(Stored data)
>>>
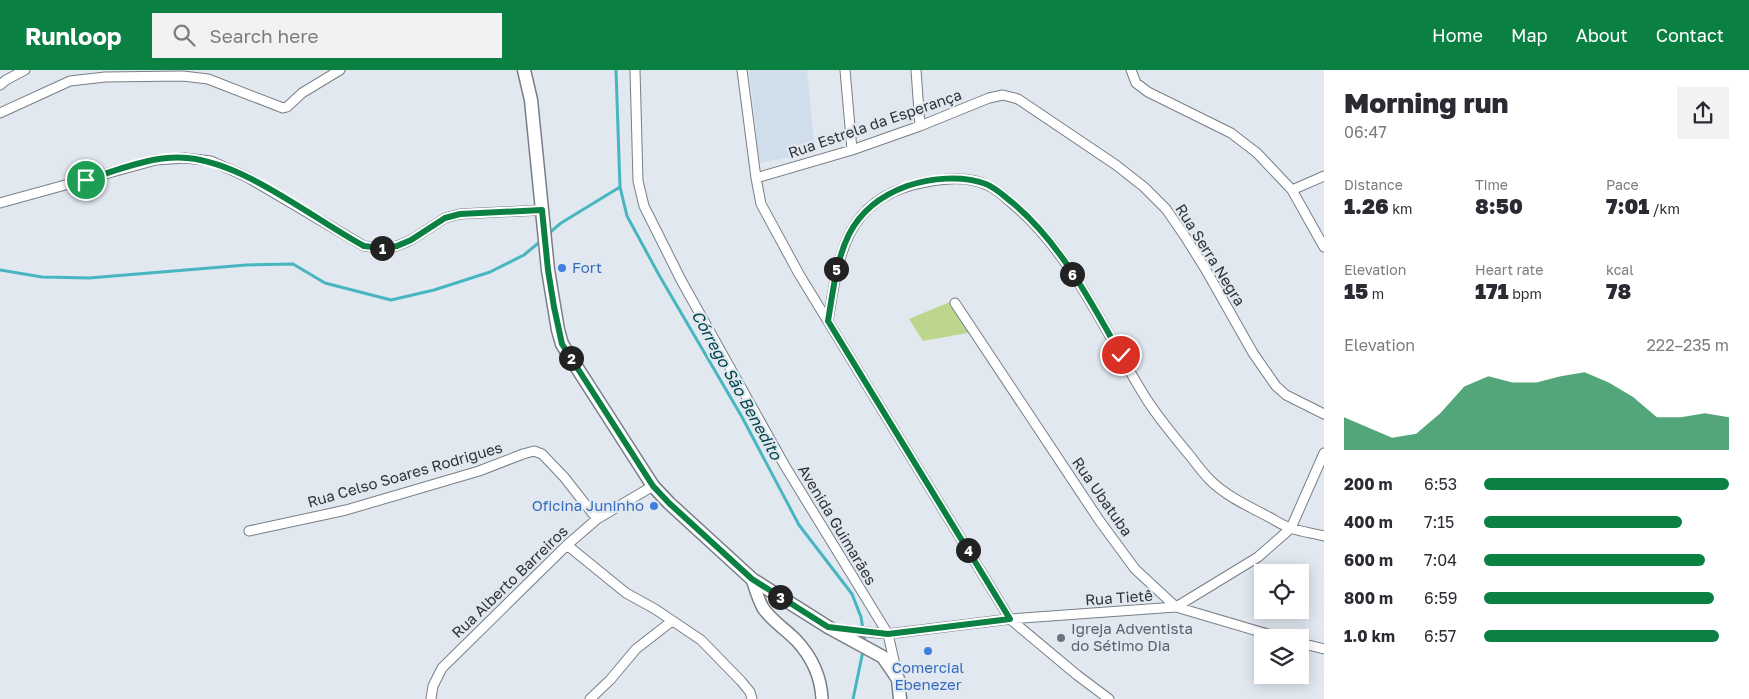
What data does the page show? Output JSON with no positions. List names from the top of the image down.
{
  "streets": {
    "street": [
      "Rua Estrela da Esperança",
      "Rua Serra Negra",
      "Rua Celso Soares Rodrigues",
      "Rua Ubatuba",
      "Avenida Guimarães",
      "Rua Alberto Barreiros",
      "Rua Tietê"
    ]
  },
  "crossings": [
    ["Rua Estrela da Esperança", "Rua Serra Negra"],
    ["Rua Celso Soares Rodrigues", "Rua Alberto Barreiros"],
    ["Rua Ubatuba", "Rua Tietê"],
    ["Avenida Guimarães", "Rua Tietê"]
  ],
  "water": ["Córrego São Benedito"],
  "places": [
    "Fort",
    "Oficina Juninho",
    "Igreja Adventista do Sétimo Dia",
    "Comercial Ebenezer"
  ],
  "page": {
    "header": "Runloop",
    "search": "Search here",
    "nav": [
      "Home",
      "Map",
      "About",
      "Contact"
    ],
    "heading": ["Morning run", "06:47"],
    "stats": [
      ["Distance", "1.26 km"],
      ["Time", "8:50"],
      ["Pace", "7:01 /km"],
      ["Elevation", "15 m"],
      ["Heart rate", "171 bpm"],
      ["kcal", "78"]
    ],
    "pins": [
      "1",
      "5",
      "6",
      "2",
      "4",
      "3"
    ],
    "chart": ["Elevation", "222–235 m"],
    "list": [
      {
        "name": "200 m",
        "note": "6:53"
      },
      {
        "name": "400 m",
        "note": "7:15"
      },
      {
        "name": "600 m",
        "note": "7:04"
      },
      {
        "name": "800 m",
        "note": "6:59"
      },
      {
        "name": "1.0 km",
        "note": "6:57"
      }
    ]
  }
}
<<<
(EXERCISE REQUIREMENTS): From the entries, report every line in which the string "Rodrigues" occurs.

(REPLY TO THE EXERCISE):
      "Rua Celso Soares Rodrigues",
    ["Rua Celso Soares Rodrigues", "Rua Alberto Barreiros"],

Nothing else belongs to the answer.